Reply
 
LinkBack Thread Tools Search this Thread Display Modes
  #1   Report Post  
Posted to microsoft.public.excel.programming
external usenet poster
 
Posts: 158
Default Basic regular expression question

I'm still a newbie at all this regular expression stuff, so forgive
this newb question....

My input data strings have the following format:

"Item1 scissors"
"Item2 notebooks"
"I3 pens"
"itm4 keyboards"
......

So, each line is basically formatted like this:

[string of characters] [several whitespace(s)] [string of characters]

Using regular expressions, how can I store each pair of items in
separate variables??

For example, if I read in the first line above,
I would like my variable sNum to store the "Item1" string, and a
variable named sObj would store "scissors". I guess I'm really
trying to parse each pair of items and store them in variables
using regular expressions, but I don't fully understand how to
create my own regular expression pattern strings yet.

Thanks!


  #2   Report Post  
Posted to microsoft.public.excel.programming
external usenet poster
 
Posts: 1,045
Default Basic regular expression question

On Sat, 16 Apr 2011 15:09:58 -0700, "Robert Crandal" wrote:

I'm still a newbie at all this regular expression stuff, so forgive
this newb question....

My input data strings have the following format:

"Item1 scissors"
"Item2 notebooks"
"I3 pens"
"itm4 keyboards"
.....

So, each line is basically formatted like this:

[string of characters] [several whitespace(s)] [string of characters]

Using regular expressions, how can I store each pair of items in
separate variables??

For example, if I read in the first line above,
I would like my variable sNum to store the "Item1" string, and a
variable named sObj would store "scissors". I guess I'm really
trying to parse each pair of items and store them in variables
using regular expressions, but I don't fully understand how to
create my own regular expression pattern strings yet.

Thanks!


What you show is two words separated by space(s).

Assuming that the words contain only letters, digits and possibly an underscore, and that there are only two words in each line, the regex is fairly simple:


^(\w+)\s+(\w+)

which means:

Assert position at the beginning of the string «^»
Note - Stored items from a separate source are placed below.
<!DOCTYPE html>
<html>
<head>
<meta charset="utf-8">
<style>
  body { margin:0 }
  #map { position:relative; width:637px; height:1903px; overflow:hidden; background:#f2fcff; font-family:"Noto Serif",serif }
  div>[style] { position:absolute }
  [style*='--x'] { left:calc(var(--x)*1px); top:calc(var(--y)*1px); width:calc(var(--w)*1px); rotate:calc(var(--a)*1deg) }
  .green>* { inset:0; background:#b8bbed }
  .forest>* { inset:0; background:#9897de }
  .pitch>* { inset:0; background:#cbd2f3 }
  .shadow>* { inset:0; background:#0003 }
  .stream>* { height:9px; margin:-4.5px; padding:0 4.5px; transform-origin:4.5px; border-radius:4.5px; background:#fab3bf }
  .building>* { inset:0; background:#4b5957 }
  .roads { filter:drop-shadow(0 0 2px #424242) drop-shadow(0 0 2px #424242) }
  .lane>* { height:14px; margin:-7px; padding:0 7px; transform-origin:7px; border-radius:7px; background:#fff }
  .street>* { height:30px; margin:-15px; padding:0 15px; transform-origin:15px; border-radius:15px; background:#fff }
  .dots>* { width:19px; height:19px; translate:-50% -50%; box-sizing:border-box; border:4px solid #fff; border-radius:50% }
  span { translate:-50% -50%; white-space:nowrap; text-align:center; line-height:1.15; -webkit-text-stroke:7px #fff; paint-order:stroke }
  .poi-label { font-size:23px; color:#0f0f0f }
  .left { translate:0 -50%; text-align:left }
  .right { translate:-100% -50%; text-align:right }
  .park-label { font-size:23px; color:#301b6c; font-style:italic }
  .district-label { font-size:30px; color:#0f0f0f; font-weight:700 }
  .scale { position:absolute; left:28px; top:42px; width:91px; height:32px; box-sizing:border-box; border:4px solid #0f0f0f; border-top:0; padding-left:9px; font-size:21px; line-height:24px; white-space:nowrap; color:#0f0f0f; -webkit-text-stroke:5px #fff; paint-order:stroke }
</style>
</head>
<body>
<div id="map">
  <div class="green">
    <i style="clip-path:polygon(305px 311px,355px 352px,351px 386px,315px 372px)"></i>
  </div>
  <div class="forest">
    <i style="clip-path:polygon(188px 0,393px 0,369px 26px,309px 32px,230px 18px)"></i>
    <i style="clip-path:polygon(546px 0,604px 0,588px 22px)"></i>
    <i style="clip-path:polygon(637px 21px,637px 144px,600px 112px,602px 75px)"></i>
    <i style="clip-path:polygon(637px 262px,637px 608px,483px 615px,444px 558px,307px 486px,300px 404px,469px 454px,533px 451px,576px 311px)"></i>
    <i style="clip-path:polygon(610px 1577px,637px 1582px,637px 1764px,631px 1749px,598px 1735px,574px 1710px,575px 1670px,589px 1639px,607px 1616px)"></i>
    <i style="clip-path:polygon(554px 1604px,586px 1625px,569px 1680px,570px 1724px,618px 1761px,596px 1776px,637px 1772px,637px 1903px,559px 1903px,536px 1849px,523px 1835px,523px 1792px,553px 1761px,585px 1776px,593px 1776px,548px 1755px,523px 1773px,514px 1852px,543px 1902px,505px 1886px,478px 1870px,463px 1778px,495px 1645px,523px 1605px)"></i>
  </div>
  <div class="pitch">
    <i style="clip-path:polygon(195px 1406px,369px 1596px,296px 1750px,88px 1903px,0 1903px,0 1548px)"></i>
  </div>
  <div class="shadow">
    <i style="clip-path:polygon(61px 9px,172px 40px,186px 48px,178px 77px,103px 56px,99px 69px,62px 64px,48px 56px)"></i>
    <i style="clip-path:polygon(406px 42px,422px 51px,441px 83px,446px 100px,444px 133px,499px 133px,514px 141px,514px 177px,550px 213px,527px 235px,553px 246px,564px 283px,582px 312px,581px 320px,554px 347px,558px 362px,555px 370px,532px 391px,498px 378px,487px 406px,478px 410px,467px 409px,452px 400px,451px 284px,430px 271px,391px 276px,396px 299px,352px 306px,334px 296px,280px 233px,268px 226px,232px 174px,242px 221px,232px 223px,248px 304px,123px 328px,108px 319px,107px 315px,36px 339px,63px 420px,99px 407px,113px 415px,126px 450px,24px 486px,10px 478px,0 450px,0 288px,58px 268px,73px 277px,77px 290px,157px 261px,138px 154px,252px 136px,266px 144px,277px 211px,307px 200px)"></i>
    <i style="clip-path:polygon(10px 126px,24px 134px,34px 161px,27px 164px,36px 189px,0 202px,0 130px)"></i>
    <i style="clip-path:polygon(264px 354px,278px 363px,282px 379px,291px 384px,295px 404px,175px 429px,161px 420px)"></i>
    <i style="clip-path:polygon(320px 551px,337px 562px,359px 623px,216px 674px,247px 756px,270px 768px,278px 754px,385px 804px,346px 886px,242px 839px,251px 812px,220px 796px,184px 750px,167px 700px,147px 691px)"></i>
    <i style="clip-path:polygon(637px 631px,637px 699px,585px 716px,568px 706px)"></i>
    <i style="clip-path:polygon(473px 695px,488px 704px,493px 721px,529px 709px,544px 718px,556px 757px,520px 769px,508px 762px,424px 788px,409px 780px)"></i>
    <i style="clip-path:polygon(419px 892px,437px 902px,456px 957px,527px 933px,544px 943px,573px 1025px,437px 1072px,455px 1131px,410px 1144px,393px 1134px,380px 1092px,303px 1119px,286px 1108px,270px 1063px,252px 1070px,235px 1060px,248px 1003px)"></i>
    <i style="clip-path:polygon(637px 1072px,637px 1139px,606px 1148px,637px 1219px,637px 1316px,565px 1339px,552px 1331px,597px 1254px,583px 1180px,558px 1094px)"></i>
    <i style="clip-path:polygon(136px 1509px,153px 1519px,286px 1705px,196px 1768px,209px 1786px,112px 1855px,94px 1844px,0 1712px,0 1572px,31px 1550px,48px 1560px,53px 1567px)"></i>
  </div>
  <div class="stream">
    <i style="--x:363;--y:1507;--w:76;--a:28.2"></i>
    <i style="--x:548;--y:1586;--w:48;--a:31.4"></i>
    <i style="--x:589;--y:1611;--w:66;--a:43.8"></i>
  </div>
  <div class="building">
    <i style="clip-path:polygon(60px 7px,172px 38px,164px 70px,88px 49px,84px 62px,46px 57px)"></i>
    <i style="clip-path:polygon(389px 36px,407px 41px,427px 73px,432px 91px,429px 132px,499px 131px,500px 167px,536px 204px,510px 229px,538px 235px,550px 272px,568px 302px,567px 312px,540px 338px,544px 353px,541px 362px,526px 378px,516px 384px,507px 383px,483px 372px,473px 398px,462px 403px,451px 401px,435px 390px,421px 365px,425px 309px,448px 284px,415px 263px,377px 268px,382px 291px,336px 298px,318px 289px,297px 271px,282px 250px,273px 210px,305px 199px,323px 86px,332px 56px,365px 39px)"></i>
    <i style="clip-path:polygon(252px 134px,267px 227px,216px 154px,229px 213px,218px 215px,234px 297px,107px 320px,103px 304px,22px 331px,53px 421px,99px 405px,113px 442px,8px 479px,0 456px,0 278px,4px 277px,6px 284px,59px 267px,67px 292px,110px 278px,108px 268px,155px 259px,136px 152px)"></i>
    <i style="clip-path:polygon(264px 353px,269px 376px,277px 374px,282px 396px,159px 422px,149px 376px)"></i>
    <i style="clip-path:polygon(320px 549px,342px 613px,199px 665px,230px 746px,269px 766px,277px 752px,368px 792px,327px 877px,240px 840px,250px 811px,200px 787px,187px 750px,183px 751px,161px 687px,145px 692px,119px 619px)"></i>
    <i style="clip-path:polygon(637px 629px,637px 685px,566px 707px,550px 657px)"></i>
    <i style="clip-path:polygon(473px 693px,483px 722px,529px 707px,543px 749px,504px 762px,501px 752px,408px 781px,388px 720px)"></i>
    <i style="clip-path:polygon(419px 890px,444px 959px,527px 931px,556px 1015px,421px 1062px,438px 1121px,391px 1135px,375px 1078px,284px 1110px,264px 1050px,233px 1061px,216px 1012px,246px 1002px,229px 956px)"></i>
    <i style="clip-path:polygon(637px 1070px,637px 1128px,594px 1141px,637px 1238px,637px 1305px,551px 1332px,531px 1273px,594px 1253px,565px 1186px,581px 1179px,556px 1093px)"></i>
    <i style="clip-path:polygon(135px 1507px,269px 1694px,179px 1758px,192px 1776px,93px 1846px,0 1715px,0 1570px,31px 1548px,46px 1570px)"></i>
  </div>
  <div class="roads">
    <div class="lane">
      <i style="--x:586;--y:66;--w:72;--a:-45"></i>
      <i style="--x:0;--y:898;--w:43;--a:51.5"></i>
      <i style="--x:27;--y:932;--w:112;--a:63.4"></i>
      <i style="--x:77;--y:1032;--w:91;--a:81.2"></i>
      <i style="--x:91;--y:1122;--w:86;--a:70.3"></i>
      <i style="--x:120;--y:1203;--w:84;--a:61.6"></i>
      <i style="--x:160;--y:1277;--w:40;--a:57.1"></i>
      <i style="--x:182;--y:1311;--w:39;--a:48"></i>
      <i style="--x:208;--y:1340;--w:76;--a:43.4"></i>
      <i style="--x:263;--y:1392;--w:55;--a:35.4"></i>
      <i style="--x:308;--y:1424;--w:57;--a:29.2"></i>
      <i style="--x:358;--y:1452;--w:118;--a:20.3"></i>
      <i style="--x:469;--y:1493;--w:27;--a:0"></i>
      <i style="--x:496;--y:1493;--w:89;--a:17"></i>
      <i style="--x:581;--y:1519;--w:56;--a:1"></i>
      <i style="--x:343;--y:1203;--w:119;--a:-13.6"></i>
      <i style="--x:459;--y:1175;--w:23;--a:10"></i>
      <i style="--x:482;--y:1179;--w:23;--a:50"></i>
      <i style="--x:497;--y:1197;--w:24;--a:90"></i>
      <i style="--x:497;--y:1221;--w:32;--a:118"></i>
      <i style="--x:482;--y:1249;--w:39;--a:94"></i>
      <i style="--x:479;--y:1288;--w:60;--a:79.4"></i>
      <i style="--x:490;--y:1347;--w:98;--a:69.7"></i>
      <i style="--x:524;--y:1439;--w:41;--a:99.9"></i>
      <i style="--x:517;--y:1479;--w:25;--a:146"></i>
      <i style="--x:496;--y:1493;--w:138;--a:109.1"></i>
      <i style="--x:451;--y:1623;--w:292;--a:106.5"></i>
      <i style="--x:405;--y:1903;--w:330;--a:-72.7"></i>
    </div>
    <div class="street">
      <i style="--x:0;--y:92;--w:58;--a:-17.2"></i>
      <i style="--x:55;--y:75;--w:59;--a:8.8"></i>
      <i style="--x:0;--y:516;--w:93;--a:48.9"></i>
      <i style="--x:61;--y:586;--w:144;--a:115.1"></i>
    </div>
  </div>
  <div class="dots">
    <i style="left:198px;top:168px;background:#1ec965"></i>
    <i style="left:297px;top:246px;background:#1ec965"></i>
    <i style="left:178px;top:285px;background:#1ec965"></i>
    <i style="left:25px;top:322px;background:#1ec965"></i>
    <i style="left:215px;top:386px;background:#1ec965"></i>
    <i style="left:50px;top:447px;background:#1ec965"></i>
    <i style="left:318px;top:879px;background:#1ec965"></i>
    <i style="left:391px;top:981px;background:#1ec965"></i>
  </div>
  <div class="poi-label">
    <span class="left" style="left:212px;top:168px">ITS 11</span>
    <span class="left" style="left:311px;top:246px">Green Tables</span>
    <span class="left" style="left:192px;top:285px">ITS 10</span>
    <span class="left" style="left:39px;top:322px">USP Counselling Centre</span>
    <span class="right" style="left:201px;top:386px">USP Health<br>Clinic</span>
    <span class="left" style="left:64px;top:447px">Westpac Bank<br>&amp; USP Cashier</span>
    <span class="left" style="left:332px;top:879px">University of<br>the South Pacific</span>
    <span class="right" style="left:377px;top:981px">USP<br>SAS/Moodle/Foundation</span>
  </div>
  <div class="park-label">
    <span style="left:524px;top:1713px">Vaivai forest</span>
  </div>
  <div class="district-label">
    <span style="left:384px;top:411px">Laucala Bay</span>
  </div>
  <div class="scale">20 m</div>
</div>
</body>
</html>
Match the regular expression below and capture its match into backreference number 1 «(\w+)»

Match a single character that is a “word character” (letters, digits, and underscores) «\w+»
Between one and unlimited times, as many times as possible, giving back as needed (greedy) «+»

Match a single character that is a “whitespace character” (spaces, tabs, and line breaks) «\s+»
Between one and unlimited times, as many times as possible, giving back as needed (greedy) «+»

Match the regular expression below and capture its match into backreference number 2 «(\w+)»

Match a single character that is a “word character” (letters, digits, and underscores) «\w+»
Between one and unlimited times, as many times as possible, giving back as needed (greedy) «+»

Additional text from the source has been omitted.